City Councilors Disagree on Proposed Tweaks to Police Oversight Panel

Councilor Sameer Kanal doesn’t have the votes on the committee.

Portland City Councilor Sameer Kanal. (Jake Nelson)

In a Wednesday work session of the Portland City Council’s Community and Public Safety Committee, sparks flew between councilors over a proposal by Councilor Sameer Kanal relating to the city’s proposed police accountability body.

At issue: two seemingly small tweaks to a committee (not yet seated) that will nominate members for the new police accountability body, called the Community Police Oversight Board (also not yet seated).

The new oversight board and the nominating committee are supposed to be chosen this year. The oversight board will replace the city’s existing police accountability body, and the original plan for that board—crafted by a 20-member volunteer committee over two years—was scaled back by City Council in late 2023.

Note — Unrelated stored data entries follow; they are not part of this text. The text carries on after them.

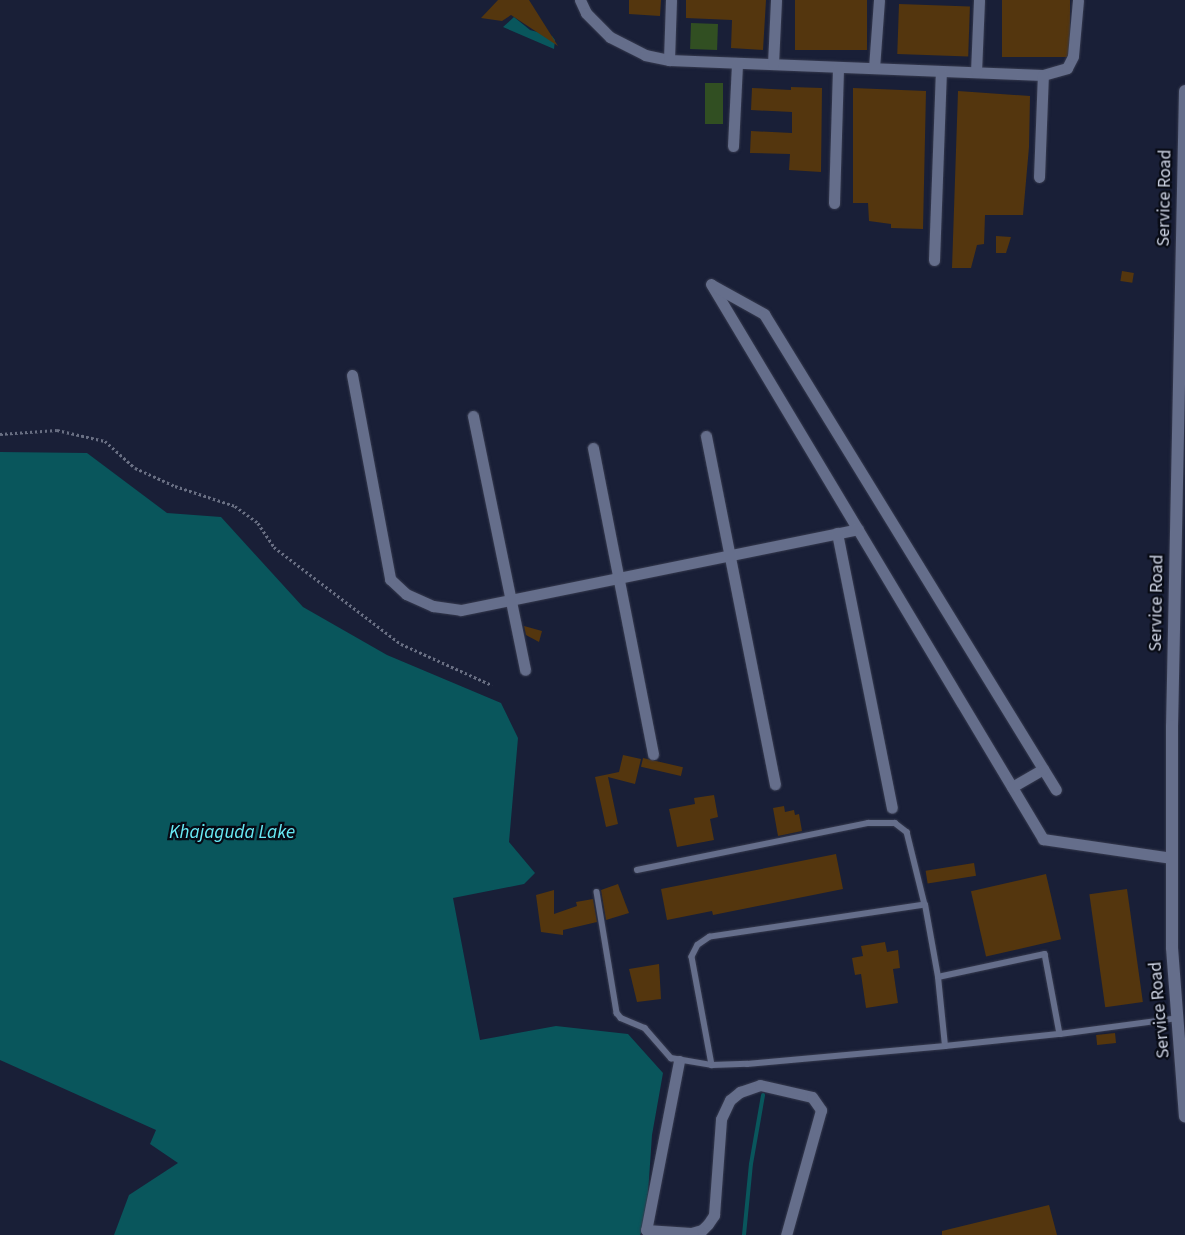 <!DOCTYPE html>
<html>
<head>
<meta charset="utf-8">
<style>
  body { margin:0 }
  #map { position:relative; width:1185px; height:1235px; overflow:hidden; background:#191f37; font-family:"Source Sans 3",sans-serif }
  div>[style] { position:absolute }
  .green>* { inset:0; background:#314f22; transform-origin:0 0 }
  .water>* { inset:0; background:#09565c }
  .stream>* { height:4px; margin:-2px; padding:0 2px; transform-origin:2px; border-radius:2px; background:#09565c }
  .building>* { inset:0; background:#54360e; transform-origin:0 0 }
  .path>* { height:2.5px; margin-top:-1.25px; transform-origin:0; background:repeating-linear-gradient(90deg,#696f83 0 2.5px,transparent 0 5px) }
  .roads { filter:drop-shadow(0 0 1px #363a4e) drop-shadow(0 0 1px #363a4e) }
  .service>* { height:5.5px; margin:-2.75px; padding:0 2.75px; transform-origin:2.75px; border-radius:2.75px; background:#656e8b }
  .minor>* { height:11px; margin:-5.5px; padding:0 5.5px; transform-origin:5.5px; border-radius:5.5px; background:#656e8b }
  .secondary>* { height:12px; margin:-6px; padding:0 6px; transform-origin:6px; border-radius:6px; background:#656e8b }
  span { translate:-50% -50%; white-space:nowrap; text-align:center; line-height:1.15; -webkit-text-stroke:4.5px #070a14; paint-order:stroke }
  .street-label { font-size:18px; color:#d1d7e7 }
  .water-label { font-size:19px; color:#69ebf6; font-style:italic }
</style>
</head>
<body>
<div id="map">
  <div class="green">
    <i style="left:691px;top:23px;width:27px;height:26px;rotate:2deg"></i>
    <i style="left:705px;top:83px;width:18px;height:41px"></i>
  </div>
  <div class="water">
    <i style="clip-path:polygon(514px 17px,530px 30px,552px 36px,555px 40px,554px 49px,503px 27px)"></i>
    <i style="clip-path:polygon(0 452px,87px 453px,167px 513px,221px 517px,303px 607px,387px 655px,501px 703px,518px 738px,509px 842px,535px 873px,524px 884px,453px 898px,480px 1040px,556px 1026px,628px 1034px,663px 1073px,652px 1135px,646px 1223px,640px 1235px,114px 1235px,129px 1195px,178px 1163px,150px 1144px,156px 1130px,0 1060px)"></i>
  </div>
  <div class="stream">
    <i style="left:744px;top:1235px;width:71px;rotate:-84.4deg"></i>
    <i style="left:751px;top:1164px;width:70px;rotate:-80.1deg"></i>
  </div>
  <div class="building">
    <i style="clip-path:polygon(498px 0,529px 0,558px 46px,511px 15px,502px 21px,481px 18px)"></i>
    <i style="clip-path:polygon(629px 0,661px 0,660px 16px,629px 14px)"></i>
    <i style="clip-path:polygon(686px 0,766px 0,763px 50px,731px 48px,732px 20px,686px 18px)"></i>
    <i style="left:795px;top:0;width:72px;height:50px"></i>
    <i style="left:1002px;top:0;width:68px;height:57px"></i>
    <i style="left:899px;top:4px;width:71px;height:50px;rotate:2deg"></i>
    <i style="clip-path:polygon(791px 87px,822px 88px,821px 172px,789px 170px,790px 154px,750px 153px,751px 131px,792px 133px,792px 112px,751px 110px,752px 88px,791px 90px)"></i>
    <i style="clip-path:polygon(853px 88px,926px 91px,923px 229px,891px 228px,891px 224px,869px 221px,868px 203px,853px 203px)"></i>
    <i style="clip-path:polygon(958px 91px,1030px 96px,1029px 147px,1023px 215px,985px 215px,984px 244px,977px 245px,971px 268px,952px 268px)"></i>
    <i style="clip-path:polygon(996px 236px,1011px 237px,1006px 253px,996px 253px)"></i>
    <i style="left:1122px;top:271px;width:12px;height:10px;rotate:9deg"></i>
    <i style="clip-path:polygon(524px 626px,542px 631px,539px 642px,526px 635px)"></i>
    <i style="clip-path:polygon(623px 755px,641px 759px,635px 784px,608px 777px,618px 824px,606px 827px,595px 777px,619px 772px)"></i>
    <i style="left:643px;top:758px;width:41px;height:9px;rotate:13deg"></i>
    <i style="clip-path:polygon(714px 795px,718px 817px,710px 819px,714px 840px,677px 847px,669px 809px,695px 804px,694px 798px)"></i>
    <i style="clip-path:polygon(784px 806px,785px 812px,794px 810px,795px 815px,799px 814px,802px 831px,778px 836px,773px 808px)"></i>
    <i style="clip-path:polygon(836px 854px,843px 889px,713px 915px,712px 911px,667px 920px,661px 889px)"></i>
    <i style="left:974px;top:863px;width:13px;height:49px;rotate:81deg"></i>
    <i style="left:1046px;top:874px;width:67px;height:77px;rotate:77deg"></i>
    <i style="clip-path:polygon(618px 884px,629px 913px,606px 920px,601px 890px)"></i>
    <i style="left:1127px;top:889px;width:114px;height:38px;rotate:82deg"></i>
    <i style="clip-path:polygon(554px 890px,554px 914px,577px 906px,576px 902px,593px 899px,597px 922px,563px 930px,563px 935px,541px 932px,536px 895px)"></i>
    <i style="clip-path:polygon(885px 942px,887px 952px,898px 950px,900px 968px,893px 969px,898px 1003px,866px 1008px,861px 974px,855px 975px,852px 958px,863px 956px,861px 946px)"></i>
    <i style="clip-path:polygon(659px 964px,661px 999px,637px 1002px,629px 969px)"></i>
    <i style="left:1115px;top:1033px;width:10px;height:19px;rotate:84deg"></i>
    <i style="clip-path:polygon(1049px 1205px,1057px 1235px,942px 1235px,942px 1231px)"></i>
  </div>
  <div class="path">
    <i style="left:0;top:434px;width:57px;rotate:-4deg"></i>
    <i style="left:57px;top:430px;width:49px;rotate:12.9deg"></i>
    <i style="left:105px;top:441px;width:40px;rotate:42deg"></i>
    <i style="left:135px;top:468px;width:44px;rotate:24.2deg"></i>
    <i style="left:175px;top:486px;width:63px;rotate:18.4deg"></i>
    <i style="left:235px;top:506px;width:29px;rotate:36deg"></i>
    <i style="left:258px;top:523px;width:29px;rotate:56deg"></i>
    <i style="left:274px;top:547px;width:160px;rotate:37.4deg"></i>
    <i style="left:401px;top:644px;width:100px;rotate:24.3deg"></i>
  </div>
  <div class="roads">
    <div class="service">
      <i style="left:637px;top:870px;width:236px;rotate:-11.5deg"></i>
      <i style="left:868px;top:823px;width:27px"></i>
      <i style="left:895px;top:823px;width:15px;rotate:37deg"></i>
      <i style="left:907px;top:832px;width:75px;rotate:76.1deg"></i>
      <i style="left:597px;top:892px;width:123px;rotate:80.6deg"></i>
      <i style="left:617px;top:1013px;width:6px;rotate:51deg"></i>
      <i style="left:621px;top:1018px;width:26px;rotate:23deg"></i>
      <i style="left:645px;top:1028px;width:40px;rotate:49deg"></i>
      <i style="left:671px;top:1058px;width:42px;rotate:9.7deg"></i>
      <i style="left:938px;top:977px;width:109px;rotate:-12.1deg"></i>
      <i style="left:1045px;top:954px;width:81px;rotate:79.4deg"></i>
      <i style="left:1060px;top:1034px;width:120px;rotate:-7.7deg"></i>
      <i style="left:945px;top:1046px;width:69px;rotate:-95.8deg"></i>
      <i style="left:938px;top:977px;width:73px;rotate:-100.2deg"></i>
      <i style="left:925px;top:905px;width:217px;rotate:171.5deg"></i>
      <i style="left:710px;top:937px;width:14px;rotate:146deg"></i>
      <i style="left:698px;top:945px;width:13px;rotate:117deg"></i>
      <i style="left:692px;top:957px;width:110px;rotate:79.5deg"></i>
      <i style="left:712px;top:1065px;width:35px;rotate:-2deg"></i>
      <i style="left:747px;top:1064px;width:199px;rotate:-5.2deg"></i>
      <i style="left:945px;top:1046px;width:116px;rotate:-6deg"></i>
    </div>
    <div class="minor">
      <i style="left:580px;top:0;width:14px;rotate:65deg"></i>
      <i style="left:586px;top:13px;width:34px;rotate:45deg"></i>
      <i style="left:610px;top:37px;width:39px;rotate:27deg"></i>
      <i style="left:645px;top:55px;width:25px;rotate:12deg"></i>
      <i style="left:669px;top:60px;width:374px;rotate:2.3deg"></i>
      <i style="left:1043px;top:75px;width:25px;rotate:-16deg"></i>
      <i style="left:1067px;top:68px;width:13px;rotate:-63deg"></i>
      <i style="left:1073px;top:56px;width:56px;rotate:-84.9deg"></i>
      <i style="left:669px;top:60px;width:60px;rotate:-88.1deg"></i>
      <i style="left:773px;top:64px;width:64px;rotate:-87.3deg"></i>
      <i style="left:874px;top:68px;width:68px;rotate:-85.8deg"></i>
      <i style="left:976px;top:72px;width:72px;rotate:-87.6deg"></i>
      <i style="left:733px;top:146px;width:83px;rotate:-87.2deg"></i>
      <i style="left:1039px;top:177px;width:102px;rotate:-87.8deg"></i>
      <i style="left:834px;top:203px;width:136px;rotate:-88.3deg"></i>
      <i style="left:934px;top:260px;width:189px;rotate:-87.9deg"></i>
      <i style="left:711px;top:284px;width:647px;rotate:59.11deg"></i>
      <i style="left:1043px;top:839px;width:130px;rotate:8.4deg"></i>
      <i style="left:712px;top:285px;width:60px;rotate:29.1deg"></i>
      <i style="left:764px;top:314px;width:558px;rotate:58.47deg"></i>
      <i style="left:352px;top:375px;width:208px;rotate:79.4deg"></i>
      <i style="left:390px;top:579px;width:22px;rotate:43deg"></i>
      <i style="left:406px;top:594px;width:30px;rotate:24deg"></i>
      <i style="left:433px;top:606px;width:28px;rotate:8deg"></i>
      <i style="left:461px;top:610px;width:405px;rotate:-11.5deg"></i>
      <i style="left:473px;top:416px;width:259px;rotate:78.4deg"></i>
      <i style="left:706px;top:436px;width:355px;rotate:78.8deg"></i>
      <i style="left:593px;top:448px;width:312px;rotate:78.9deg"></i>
      <i style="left:837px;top:533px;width:280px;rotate:78.7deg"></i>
      <i style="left:1012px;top:787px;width:36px;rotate:-30deg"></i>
      <i style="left:679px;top:1061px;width:172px;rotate:101deg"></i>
      <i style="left:646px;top:1230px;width:45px;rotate:3.8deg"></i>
      <i style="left:691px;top:1233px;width:11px;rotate:-15deg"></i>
      <i style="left:702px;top:1230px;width:8px;rotate:-45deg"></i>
      <i style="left:708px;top:1224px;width:11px;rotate:-56deg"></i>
      <i style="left:714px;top:1215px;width:96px;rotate:-85.8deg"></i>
      <i style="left:721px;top:1119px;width:21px;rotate:-65deg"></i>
      <i style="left:730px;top:1100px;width:13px;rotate:-39deg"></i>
      <i style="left:740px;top:1092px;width:21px;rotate:-19deg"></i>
      <i style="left:760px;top:1085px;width:53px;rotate:13deg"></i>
      <i style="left:812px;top:1097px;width:16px;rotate:55deg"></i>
      <i style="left:821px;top:1110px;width:130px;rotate:105.6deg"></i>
    </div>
    <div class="secondary">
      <i style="left:1185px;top:91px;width:635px;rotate:91.17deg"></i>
      <i style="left:1172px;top:726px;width:222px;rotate:90deg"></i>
      <i style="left:1172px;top:948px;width:169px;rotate:85.6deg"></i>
    </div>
  </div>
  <div class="street-label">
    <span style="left:1165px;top:198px;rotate:-89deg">Service Road</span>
    <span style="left:1157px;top:603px;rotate:-89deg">Service Road</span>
    <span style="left:1160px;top:1010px;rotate:-95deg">Service Road</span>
  </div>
  <div class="water-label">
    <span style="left:232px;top:833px">Khajaguda Lake</span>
  </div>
</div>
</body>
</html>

At the time, Kanal was the city’s project manager leading the proposal, and was vocal about his displeasure with the council’s decision to redline the original plan.

When Kanal took office in January as one of the 12 new members of the City Council, he made it clear he was intent on strengthening police accountability. He also made that clear during his campaign, in which he often opined on what he felt was the city’s slow-walking of the new police accountability body voters approved in a 2020 ballot measure.

Kanal’s proposal now seeks to add one additional community member to the nominating committee, and to expand the definition of “bias for or against law enforcement,” which disqualifies applicants from being placed on the board and can also lead to the removal of a board member.

But Kanal’s proposal was met with opposition. Councilors Eric Zimmerman and Loretta Smith questioned the intent of Kanal’s proposed changes.

The president of the Portland Police Association, Aaron Schmautz, blasted Kanal’s proposal, saying it would set a precedent for the City Council to force rebargaining with unions after a contract is already ratified.

“For any fair-minded Portlander, and particularly for all of those who support labor and bargaining rights, to put it simply, if the city’s handshake at the bargaining table is as good as the changing whim of the next election, then no contract is safe,” Schmautz said. “This is an unlawful attempt to force the PPA and its members back to the table at the stroke of midnight. It is on its face an unfair and unjust attempt to force a presupposed outcome.”

Schmautz argued that the PPA has fought proposed disciplinary action against police only 14 times in the past 15 years under the current system, out of a total of 300 instances of proposed disciplinary action.

“This is evidence that we’re breaking a system that works,” Schmautz told the committee. “And it would appear that some would stop at nothing, including breaking faith of labor, to do so.”

J. Ashlee Albies, a civil rights lawyer, said it was the police union—not Kanal—that was engaging in “performative brinksmanship.”

“There is a difference between holding officers accountable and punishing them,” Albies said. “We’re not seeking to punish them, we’re seeking to hold them accountable.”

Councilor Eric Zimmerman said it felt as if “staff who had a biased perspective...who are upset the previous council, and their decision to make the nominating committee less biased and more nimble, to try once again to change their plan back into what the staff wanted and didn’t get their way with last year.” (Zimmerman was clearly talking about Kanal and his previous role at the city.)

“I’m still very unsure of the ‘why’ here,” Zimmerman added. “I’m wondering why language that encourages additional bias is being touted as more fair.”

Smith asked deputy city attorney Heidi Brown what would happen if the proposal were passed by the City Council. Brown explained that the union and the city would go back to the bargaining table, and if the police union were to not agree to the changes, the city would have no recourse.

“All it’s going to do is go back to the union and they’re going to say they don’t want it,” Smith said, directing her comments at Kanal. “So why are you wasting the council’s time? If it was just to have this conversation again and put people on record, that to me is not a good use of our time.”

Kanal defended his proposal, saying that Zimmerman’s comments prove “the point of why this is so necessary. Arguing in favor of police accountability does not necessitate that someone cannot serve on a group like this.”

After it was unclear whether he would get three votes or not to send the item to the full council, Kanal said he would not be seeking a vote from the committee, and instead wanted to hear more testimony. Novick, who co-chairs the committee with Kanal, agreed not to call a vote.

Novick pointed out that Kanal, if he so chooses, could send the proposal to the full City Council if he gets three other council members to sign off on it—independent of whether or not the committee votes to send it to the full body.

Zimmerman took issue with that possibility.

“I don’t understand if you want this committee structure to work, and then not think that’s where all the conversation on this should happen,” Zimmerman said to Kanal. “I find that problematic and troubling that you’ll just move it with the signatures to the full council.”

It’s not clear if Kanal will choose to send it to the full council, or if he plans to bring it up again in committee.

Kanal did not immediately respond to a request for comment.